Dutch computer chip machine manufacturer ASML found itself on Friday at the centre of a row between Beijing and Washington over the delivery of a hi-tech system to China. ASML has been waiting since June for Dutch government approval to deliver one of its machines to an unnamed Chinese client amid US concerns that the "highly sensitive" technology could have military uses.
The US and Chinese ambassadors have this week put pressure on the Dutch government from both sides over the 120-million-euro ($134-million) machine, one of ASML's newest. Dutch foreign trade minister Sigrid Kaag said on Friday that the government was "studying the risks, the security criteria and national interests" and would take a decision "in due course". "It's up to the government to see if they will give us an export permit. We are waiting," said Monique Mols, spokeswoman for ASML, which is the world's leading maker of lithography systems used by the semiconductor industry.
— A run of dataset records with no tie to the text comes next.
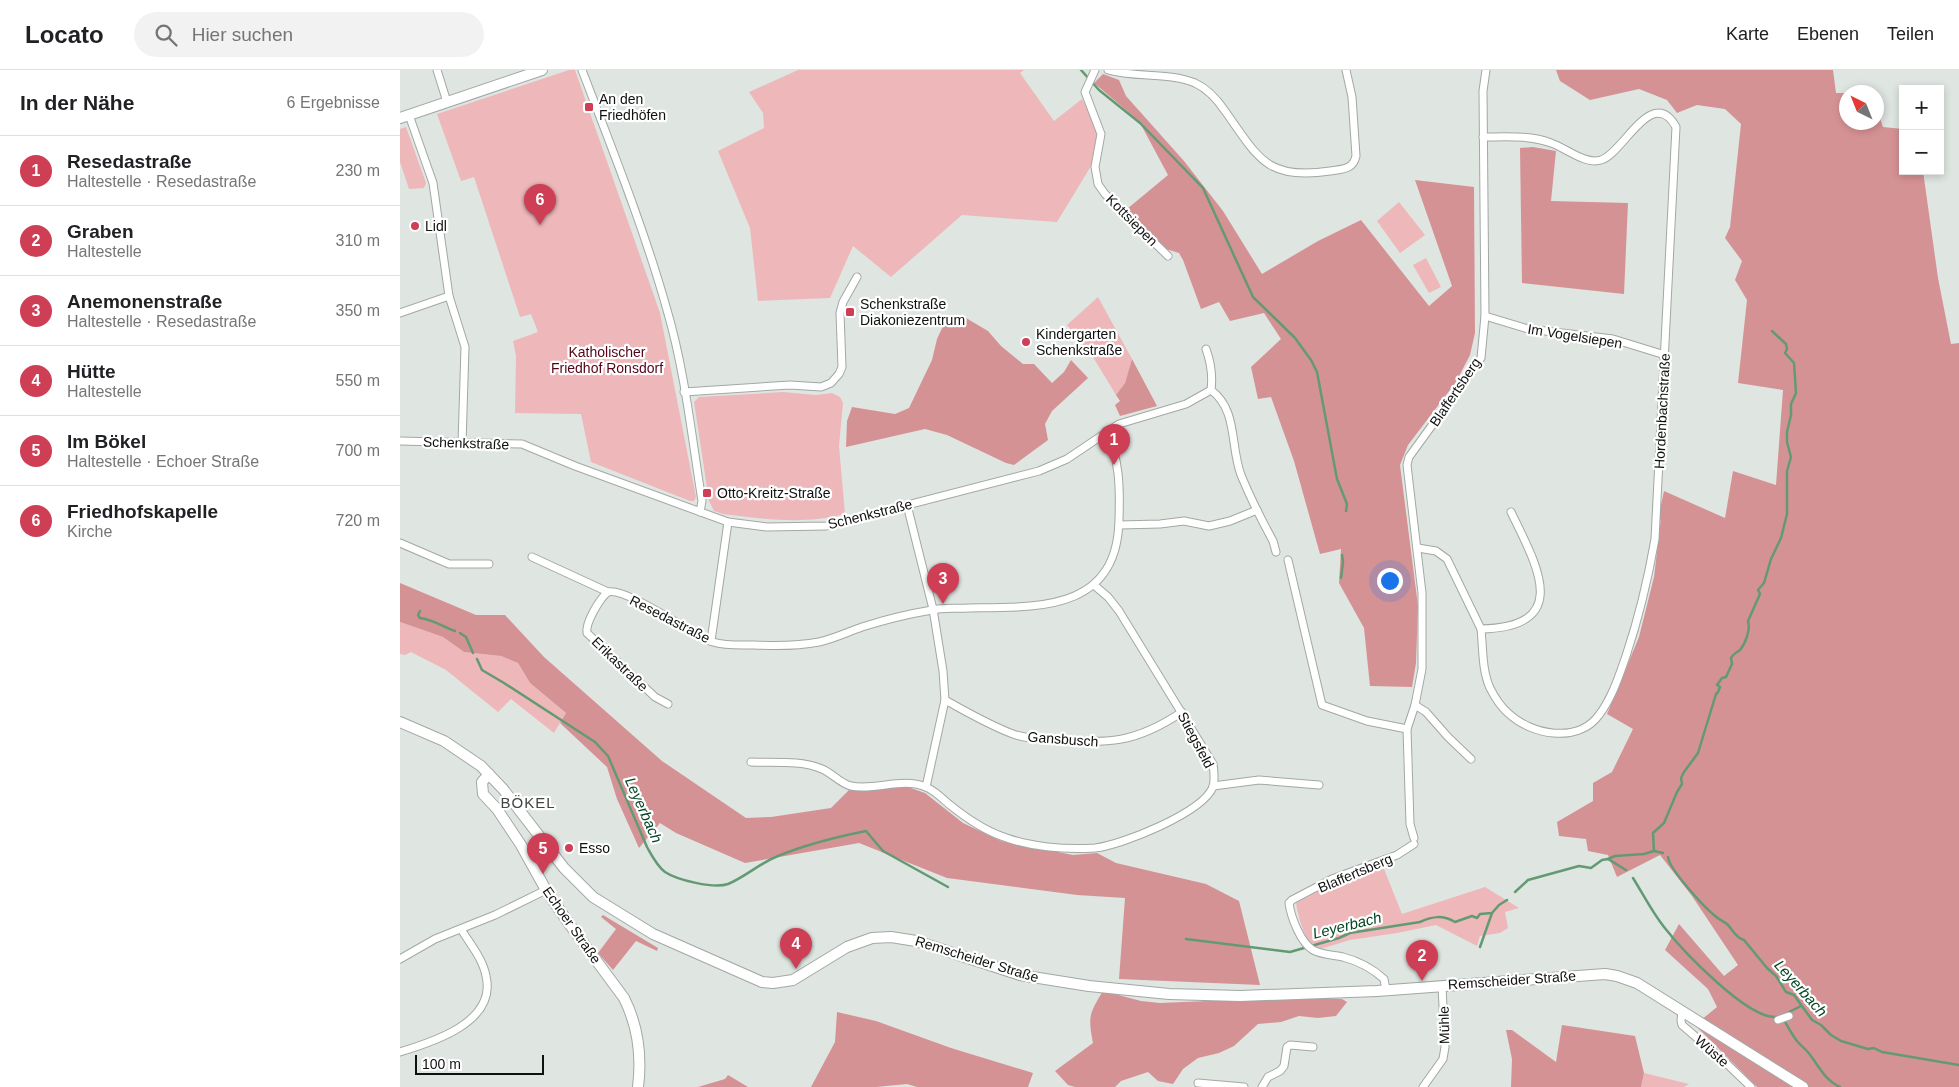 <!DOCTYPE html>
<html lang="de">
<meta charset="utf-8">
<style>
:root{--surface:#fff;--page:#f2f2f2;--text:#202124;--muted:#757577;--line:#e0e0e0;--accent:#ce3e55}
body{margin:0;font-family:Helvetica,sans-serif;background:var(--page);color:var(--text)}
.controls{position:absolute;right:15px;top:15px;display:grid;overflow:hidden;border-radius:0px;box-shadow:0 2px 8px #0003}
.controls button{width:45px;height:45px;display:grid;place-items:center;padding:0;border:0;border-bottom:1px solid var(--line);background:var(--surface);color:var(--text);font:25px sans-serif}
.compass{position:absolute;left:1439px;top:15px;width:45px;height:45px;border-radius:50%;background:var(--surface);box-shadow:0 2px 8px #0003;rotate:317deg}
.scale{position:absolute;left:15px;bottom:12px;width:129px;box-sizing:border-box;padding-left:5px;border:2px solid #0f110f;border-top:0;font-size:14px;line-height:18px;white-space:nowrap;color:#0f110f;-webkit-text-stroke:4px #fff;paint-order:stroke}
.you{position:absolute;left:989px;top:510px;width:18px;height:18px;margin:-12px;border:4px solid #fff;border-radius:50%;background:#1a73e8;box-shadow:0 0 0 8px #1a73e833}
.badge{display:grid;place-items:center;width:32px;height:32px;border-radius:50%;background:var(--accent);color:#fff;font-size:16px;font-weight:700}
.pin{position:absolute;translate:-50% -41px;filter:drop-shadow(0 1px 2px #0008)}
.pin::after{content:'';position:absolute;top:26px;width:18px;height:15px;background:inherit;clip-path:polygon(0 0,100% 0,50% 100%)}
.list{margin:0;padding:0;list-style:none}
h2{display:flex;justify-content:space-between;align-items:center;height:65px;margin:0;padding:0 20px;font-size:21px}
h2 small{font-size:16px;font-weight:400;color:var(--muted)}
.list li{display:grid;grid-template-columns:32px 1fr auto;gap:15px;align-items:center;box-sizing:border-box;height:70px;padding:0 20px;border-top:1px solid var(--line)}
.list b{display:block;font-size:19px;white-space:nowrap}
.list p{margin:0;font-size:16px;white-space:nowrap;color:var(--muted)}
.list em{font-size:16px;font-style:normal;color:var(--muted)}
.icon{flex:none;width:28px;height:28px;fill:none;stroke:currentColor;stroke-width:2;stroke-linecap:round;stroke-linejoin:round}
.map{position:relative;flex:none;width:1559px;height:1017px;overflow:hidden}
header{display:flex;align-items:center;gap:30px;box-sizing:border-box;height:70px;padding:0 25px;background:var(--surface);border-bottom:1px solid var(--line)}
header strong{font-size:24px}
nav{display:flex;gap:28px;margin-inline-start:auto;font-size:18px}
.search{width:350px;height:45px;background:var(--page);display:flex;align-items:center;gap:12px;box-sizing:border-box;padding:0 18px;border-radius:28px;color:var(--muted);font-size:19px}
main{display:flex}
aside{flex:1;background:var(--surface)}
.map>svg:first-child{display:block}
.green{fill:#eeb8ba}
.forest{fill:#d59295}
.lines{fill:none;stroke-linecap:round;stroke-linejoin:round}
.stream{stroke:#639a73;stroke-width:2.5}
.street-casing{stroke:#a2a8a3;stroke-width:9}
.secondary-casing{stroke:#a2a8a3;stroke-width:12}
.street{stroke:#fff;stroke-width:7}
.secondary{stroke:#fff;stroke-width:10}
.poi-dot{fill:#ce3e55;stroke:#fff;stroke-width:2}
.labels{text-anchor:middle;dominant-baseline:central;stroke-width:4.5;stroke-linejoin:round;paint-order:stroke}
.poi-label{font-size:14px;fill:#0f110f;stroke:#fff;text-anchor:start}
.street-label{font-size:14px;fill:#0f110f;stroke:#fff}
.park-label{font-size:14px;fill:#560317;stroke:#fff}
.neighbourhood-label{font-size:15px;letter-spacing:1px;fill:#414642;stroke:#fff}
.water-label{font-size:15px;font-style:italic;fill:#014722;stroke:#fff}
</style>
<header>
<strong>Locato</strong>
<div class="search"><svg class="icon" aria-label="search" viewBox="0 0 24 24"><circle cx="10" cy="10" r="6"/><path d="M15 15l6 6"/></svg>Hier suchen</div>
<nav><a>Karte</a><a>Ebenen</a><a>Teilen</a></nav>
</header>
<main>
<aside>
<h2>In der Nähe<small>6 Ergebnisse</small></h2>
<ul class="list">
<li><span class="badge">1</span><div><b>Resedastraße</b><p>Haltestelle · Resedastraße</p></div><em>230 m</em></li>
<li><span class="badge">2</span><div><b>Graben</b><p>Haltestelle</p></div><em>310 m</em></li>
<li><span class="badge">3</span><div><b>Anemonenstraße</b><p>Haltestelle · Resedastraße</p></div><em>350 m</em></li>
<li><span class="badge">4</span><div><b>Hütte</b><p>Haltestelle</p></div><em>550 m</em></li>
<li><span class="badge">5</span><div><b>Im Bökel</b><p>Haltestelle · Echoer Straße</p></div><em>700 m</em></li>
<li><span class="badge">6</span><div><b>Friedhofskapelle</b><p>Kirche</p></div><em>720 m</em></li>
</ul>
</aside>
<div class="map">
<svg width="1559" height="1017" viewBox="0 0 1559 1017">
<rect width="100%" height="100%" fill="#dfe5e1"/>
<g class="green">
<path d="M169,0H175L260,243L296,427L294,431H290L191,392L181,344L115,343L116,286L113,271L138,262L131,244L120,247L74,107L61,111L37,44Z"/>
<path d="M398,0H624L620,3L654,51L682,29L695,51L699,65L691,96L657,152L562,145L491,207L453,176L430,228L358,231L350,158L318,81L364,58L363,43L349,22Z"/>
<path d="M6,57L26,113L24,118L9,119L0,92V59Z"/>
<path d="M999,132L1025,165L1000,183L977,151Z"/>
<path d="M1026,188L1041,217L1029,223L1013,195Z"/>
<path d="M698,227L732,289L725,313L716,325L693,287L667,255Z"/>
<path d="M383,322L416,325L432,323L440,327L443,333L439,376L445,444C403,455 365,449 323,444L314,441L309,431L294,332L299,327Z"/>
<path d="M0,552L43,567L64,582L101,586L118,593L130,613L166,643L154,663L111,629L98,642L46,600L11,582L5,585L0,584Z"/>
<path d="M982,794L1002,844L1085,817L1119,838L1105,842L1108,858L1100,863L1080,866L1077,876L1036,855L997,863L950,870L917,880C904,869 899,850 896,833L934,813Z"/>
<path d="M1244,1003L1289,1014L1284,1017H1241Z"/>
</g>
<g class="forest">
<path d="M1156,0H1433L1436,23H1446V52H1476L1477,40L1483,57L1503,59V101H1523L1538,208L1551,274L1559,273V1017H1357L1295,955L1317,937L1308,919L1265,880L1279,854L1324,906L1338,895L1292,826L1260,785L1217,807L1208,785L1188,781L1186,769L1159,766L1157,752L1193,731V713L1212,702L1233,659L1207,644L1239,567L1254,507L1261,448L1234,561L1264,421L1325,448L1333,401L1376,415L1383,320L1338,313L1347,230L1335,210L1342,191L1325,168L1330,157L1341,54L1325,39L1297,35L1277,43L1267,30L1239,19L1190,30L1160,11Z"/>
<path d="M703,4L719,10L726,26L784,91L823,141L862,204L918,171L961,150L1029,236L1052,216L1015,110L1074,117L1075,263L1070,285L1056,312L1008,375L1000,395L1018,536L1016,593L1012,617L970,616L964,558L939,513L941,479L920,484L894,391L871,327L858,329L851,297L881,269L864,243L830,251L819,232L801,239L783,190L779,183L766,179L727,139L768,105L739,51L694,13Z"/>
<path d="M1133,77L1156,81L1151,131L1228,133L1224,224L1122,213L1120,78Z"/>
<path d="M566,248L588,261L601,276L623,294H634L652,313L664,302L671,290L688,308L652,341L645,354L648,370L614,395L606,393L547,365L525,359L446,377L447,351L452,337L495,344L509,338L532,290L537,269L545,252Z"/>
<path d="M732,289L757,336L720,346L715,335L720,331L716,325L725,313Z"/>
<path d="M0,513L76,545H105L144,587L262,691L346,748L371,747L431,738L450,719L508,717L525,723L563,753L601,771L673,785L697,783L716,793L806,814L839,831L860,915L719,909L725,828L677,825L547,808L459,773L345,793L276,763L260,753L239,778L217,729L207,697L160,653L166,643L130,613L118,593L101,586L64,582L43,567L0,552Z"/>
<path d="M203,845L258,878L257,881L236,871L213,900L198,883L216,859L201,847Z"/>
<path d="M703,921L741,931L760,933L899,927L942,929L947,932L936,946L918,948L899,946L881,952L858,954L834,976L819,983L798,988L783,999L773,1014L758,1011L748,1002L721,1011L715,1017H675L668,1015L655,1001L693,973C688,946 689,944 703,921Z"/>
<path d="M437,942L476,951L551,978L633,1003L628,1017H517L507,1014L476,1017H411L435,972Z"/>
<path d="M1162,955L1235,966L1244,1003L1241,1017H1111L1112,989L1106,960H1112L1156,992Z"/>
<path d="M328,1005L348,1017H298L325,1009Z"/>
</g>
<g class="lines">
<g class="stream">
<path d="M681,0L699,20L740,53L803,118L853,227L895,268L911,290L917,302L937,409L947,434L946,441"/>
<path d="M941,508L943,492L942,485"/>
<path d="M20,541L18,545L20,548C32,549 43,557 55,561"/>
<path d="M60,563L66,567L73,583"/>
<path d="M77,589L82,600L104,613L195,672L208,686L247,777C252,786 257,796 265,802C277,810 314,819 328,814C345,807 360,793 378,786C407,774 436,767 466,761L483,781L548,817"/>
<path d="M1254,781L1253,763L1264,753L1277,722L1282,714L1281,708L1284,702L1298,683L1316,624L1318,622L1320,617L1317,615L1322,608L1326,607L1332,594L1331,588C1334,583 1336,583 1340,580C1345,574 1351,560 1348,551L1360,524L1358,520L1364,513L1371,489L1381,468L1387,444V401L1391,387L1387,372V362L1391,345V334L1396,323L1394,293L1385,283L1387,279L1386,274L1372,261"/>
<path d="M1268,787C1269,799 1304,837 1314,845C1318,849 1323,851 1327,854C1333,860 1336,868 1344,870L1367,898L1376,906L1386,922L1394,925L1412,950L1421,955L1431,965L1441,971L1468,979L1474,978L1482,982L1559,995"/>
<path d="M1208,789L1215,786L1244,784L1254,781L1263,783"/>
<path d="M1233,808C1243,824 1252,842 1264,857C1282,880 1348,950 1377,947"/>
<path d="M1115,822L1128,810L1179,796L1191,798L1202,790L1208,789L1226,800"/>
<path d="M786,869L890,882L939,868L950,863L1020,852C1033,846 1043,845 1055,852L1072,846L1077,848L1080,844L1092,843L1099,835L1107,830"/>
<path d="M1080,877L1092,843"/>
<path d="M1387,943L1401,936"/>
<path d="M1384,950C1388,957 1392,965 1397,971C1401,976 1407,980 1411,986C1419,997 1426,1011 1440,1017"/>
</g>
<defs>
<g id="street">
<path d="M37,0L47,32"/>
<path d="M182,0C212,79 244,158 267,240C285,301 292,369 302,431L300,442"/>
<path d="M695,0L685,22L701,64L695,97L698,114L705,124L768,186"/>
<path d="M708,0C736,8 768,2 795,13C808,19 817,29 825,41C858,87 866,111 930,101C942,99 953,100 956,86L952,27L946,0"/>
<path d="M9,45L33,113L49,226L65,277L62,374"/>
<path d="M0,243L49,226"/>
<path d="M1085,246L1128,259L1213,269L1265,285"/>
<path d="M806,279C811,293 813,305 811,320C838,340 830,376 841,405C850,427 861,449 873,471L876,482"/>
<path d="M284,322L390,315L421,317L431,313L439,304L442,297L440,243L443,232L457,207"/>
<path d="M0,371L122,374L175,396L328,452L367,457L426,456L639,401L667,389L719,354L786,334L811,320"/>
<path d="M507,435L533,539L543,601L545,630L526,717"/>
<path d="M719,455L760,454L784,451L809,456L830,451L857,440"/>
<path d="M0,473L49,494H89"/>
<path d="M1018,478L1036,481L1047,489L1081,559C1174,557 1136,494 1111,442"/>
<path d="M132,487L208,522C226,517 291,564 313,572C326,576 341,575 354,575C375,576 398,576 419,572C433,569 448,562 462,557C484,550 508,544 532,540C544,537 557,539 569,538C638,537 717,542 719,450C720,419 720,389 706,361"/>
<path d="M888,490L922,635L967,651L1007,659"/>
<path d="M208,522C200,528 185,553 187,563L255,627L268,634"/>
<path d="M1081,559C1083,578 1082,601 1090,618C1095,628 1100,636 1108,643C1131,665 1178,674 1199,645C1212,628 1219,606 1226,586C1239,547 1248,509 1255,469L1276,57C1252,14 1223,84 1201,90C1185,95 1166,78 1151,73C1130,65 1106,67 1083,67"/>
<path d="M311,571L328,452"/>
<path d="M545,630C567,642 589,655 613,664C626,669 642,669 655,670C708,674 736,673 782,642"/>
<path d="M1015,635L1026,642L1048,667L1071,689"/>
<path d="M351,692C373,693 401,690 422,699C432,703 441,714 451,716C475,721 502,707 526,717C534,720 543,729 550,735C565,747 582,759 601,766C629,777 665,780 695,778C722,775 802,743 813,717C815,710 814,701 813,694L719,541L708,527L694,515"/>
<path d="M813,716L859,710L919,715"/>
<path d="M1014,768L1010,754L1007,659L1015,635L1022,599V523L1007,395L1009,387L1081,288L1085,246L1083,21L1086,0"/>
<path d="M0,889L35,869L95,845L146,820"/>
<path d="M986,920L984,909C973,899 958,891 943,887C934,885 922,885 913,880C901,873 891,848 889,833L892,830L932,809L997,785L1014,774"/>
<path d="M1282,941L1281,951L1282,955L1324,991L1351,1017"/>
<path d="M1378,950L1389,946"/>
<path d="M0,982C33,972 97,952 86,906C83,889 70,874 61,859"/>
<path d="M798,1013L844,1017"/>
<path d="M862,1017L868,1007L880,1001L884,996L887,977L890,975L913,977"/>
<path d="M1023,1017L1043,989L1045,977L1042,916"/>
</g>
<g id="secondary">
<path d="M0,48L142,0"/>
<path d="M0,652L44,671L81,696L103,719L164,798L193,827L253,864L362,912L373,913L393,910L447,877L472,868L491,867L516,871L620,905L689,916L769,924L840,926L977,921L1205,904L1217,906L1237,913L1403,1017"/>
<path d="M89,704L82,712L83,724L97,739L121,775L146,820L170,855L224,928C238,956 242,985 238,1017"/>
</g>
</defs>
<use href="#street" class="street-casing"/>
<use href="#secondary" class="secondary-casing"/>
<use href="#street" class="street"/>
<use href="#secondary" class="secondary"/>
</g>
<g class="poi-dot">
<rect x="184" y="32" width="10" height="10" rx="2.5"/>
<circle cx="15" cy="156" r="5"/>
<rect x="445" y="237" width="10" height="10" rx="2.5"/>
<circle cx="626" cy="272" r="5"/>
<rect x="302" y="418" width="10" height="10" rx="2.5"/>
<circle cx="169" cy="778" r="5"/>
</g>
<g class="labels">
<g class="poi-label">
<text x="199" y="29">An den<tspan x="199" dy="16">Friedhöfen</tspan></text>
<text x="25" y="156">Lidl</text>
<text x="460" y="234">Schenkstraße<tspan x="460" dy="16">Diakoniezentrum</tspan></text>
<text x="636" y="264">Kindergarten<tspan x="636" dy="16">Schenkstraße</tspan></text>
<text x="317" y="423">Otto-Kreitz-Straße</text>
<text x="179" y="778">Esso</text>
</g>
<g class="street-label">
<text transform="translate(732 150) rotate(45)">Kottsiepen</text>
<text transform="translate(1175 266) rotate(9)">Im Vogelsiepen</text>
<text transform="translate(1055 322) rotate(-56)">Blaffertsberg</text>
<text transform="translate(1262 341) rotate(-87)">Hordenbachstraße</text>
<text transform="translate(66 373) rotate(2)">Schenkstraße</text>
<text transform="translate(470 444) rotate(-14)">Schenkstraße</text>
<text transform="translate(270 549) rotate(27)">Resedastraße</text>
<text transform="translate(220 594) rotate(44)">Erikastraße</text>
<text transform="translate(663 669) rotate(4)">Gansbusch</text>
<text transform="translate(796 670) rotate(62)">Stiegsfeld</text>
<text transform="translate(955 803) rotate(-23)">Blaffertsberg</text>
<text transform="translate(172 855) rotate(55)">Echoer Straße</text>
<text transform="translate(577 889) rotate(17)">Remscheider Straße</text>
<text transform="translate(1112 910) rotate(-4)">Remscheider Straße</text>
<text transform="translate(1044 955) rotate(-91)">Mühle</text>
<text transform="translate(1312 981) rotate(41)">Wüste</text>
</g>
<g class="park-label">
<text x="207" y="282">Katholischer<tspan x="207" dy="16">Friedhof Ronsdorf</tspan></text>
</g>
<g class="neighbourhood-label">
<text x="128" y="732">BÖKEL</text>
</g>
<g class="water-label">
<text transform="translate(244 740) rotate(66)">Leyerbach</text>
<text transform="translate(947 855) rotate(-14)">Leyerbach</text>
<text transform="translate(1401 918) rotate(48)">Leyerbach</text>
</g>
</g>
</svg>
<div class="controls">
<button>+</button>
<button>−</button>
</div>
<svg class="compass" viewBox="-18 -18 36 36"><path d="M0-13l5 13h-10z" fill="#e53935"/><path d="M0 13l5-13h-10z" fill="#757577"/></svg>
<div class="scale">100 m</div>
<div class="you"></div>
<div class="pin badge" style="left:714px;top:395px">1</div>
<div class="pin badge" style="left:1022px;top:911px">2</div>
<div class="pin badge" style="left:543px;top:534px">3</div>
<div class="pin badge" style="left:396px;top:899px">4</div>
<div class="pin badge" style="left:143px;top:804px">5</div>
<div class="pin badge" style="left:140px;top:155px">6</div>
</div>
</main>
The US ambassador to the Netherlands, Pete Hoekstra, was quoted by the Dutch daily Financieel Dagblad on Friday as saying that the technology "does not belong in certain places", in an apparent reference to China.
He was responding to comments to the same newspaper by his Chinese counterpart Xu Hong warning about the "politicisation" of commercial ties between China and the Netherlands over the machine.
Washington and Beijing have been in a trade war for the last two years, although they signed a deal for a truce on Wednesday. The bus-sized Extreme Ultraviolet (EU) machine that ASML wants to export to China prints circuits on microchips at the smallest possible level permitted by current miniaturisation technology.